Llegué a Cádiz aún niño desde una isla volcánica en medio del Océano, mi infancia discurrió en una casita de tejas verdes con amplio jardín ornado mediante pérgola y fuente de mayólica; delante de su cerca discurría el tranvía cuyo ruidoso paso acompañaba mis viajes en ‘La Hispaniola’ con Jim Hawkins y Long John Silver, o en el ‘Nautilus’ con el Capitán Nemo; las travesuras de Guillermo Brown en su pueblito inglés, las peripecias del pirata de Mompracen, y los riesgos de un forastero en Sacramento. También la belleza de Singhi-Lay, la mujer pirata enamorada de un Capitán Trueno quien inexplicablemente prefería a una edulcorada vikinga llamada Sigrid. Y la exquisita limpieza de los dibujos de Hergé; a Tintín le debo un provechoso regalo, gracias a sus aventuras aprendí a leer en francés, ya que los álbumes de la Editorial Juventud aún no llegaban a la librería Cerón y mis padres me traían desde Tánger las ediciones belgas.

Recuerdo que todas esas peripecias leídas y soñadas inspiraban también nuestros juegos de chiquillos libres e irresponsables.
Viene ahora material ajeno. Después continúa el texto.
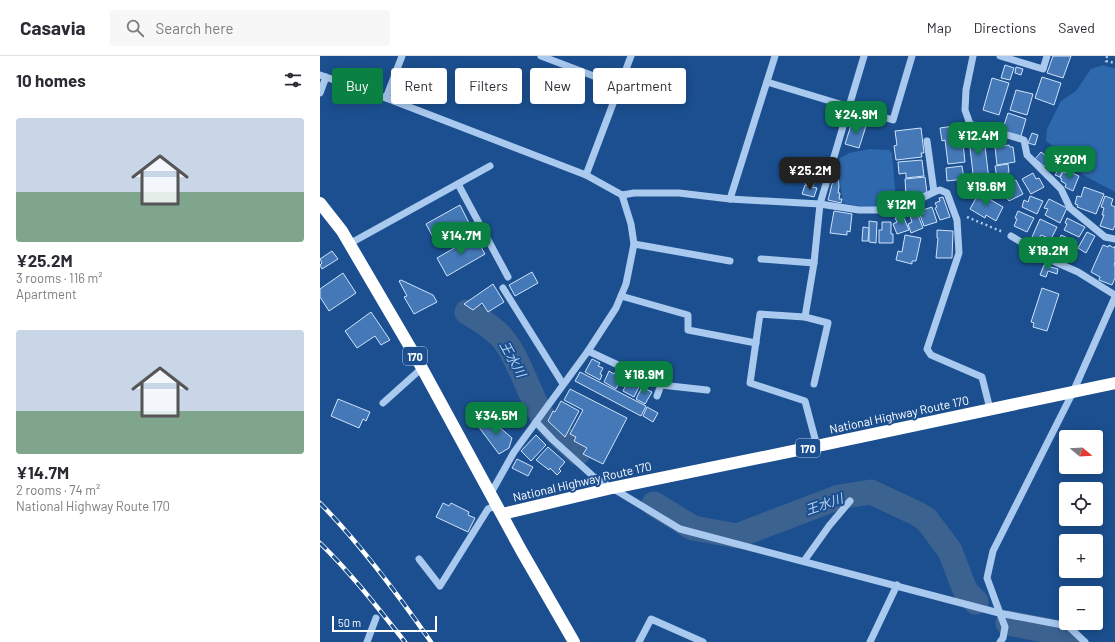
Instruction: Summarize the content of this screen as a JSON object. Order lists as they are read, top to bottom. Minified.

La banda de proscritos que formábamos reproducía los hábitos de Guillermo Brown, como beber agua manchada de regaliz al modo de las narraciones de Richmal Crompton, la anciana profesora inglesa vestida de negro que supo adoptar como nadie el punto de vista del niño. Esa fratría forjada en los tiempos alegres y despreocupados sobrevive en recuerdos teñidos por las historias que luego hemos contado a hijos y nietos. Recuerdos que marcan como esos pequeños cortes de sangre en las manos cual rito iniciático para sellar la lealtad al grupo; porque tal como decía Borges, la amistad al contrario del amor no exige de la frecuentación. Cuando paseo de nuevo con Pablo Juliá o con Juan Acuña, por esa larga línea del perfil oceánico de Cádiz, aún sentimos el perfume de la aventura marinera. Pertenecemos a una generación que ha decidido no envejecer, una franja social entre los cincuenta y setenta o más años, novedad demográfica parecida a lo que en su día se reconoció como adolescencia para identificar a una masa de niños en cuerpos crecidos. La juventud la llevamos en las narraciones y las aventuras compartidas con saludables dosis de alegría y de rebeldía.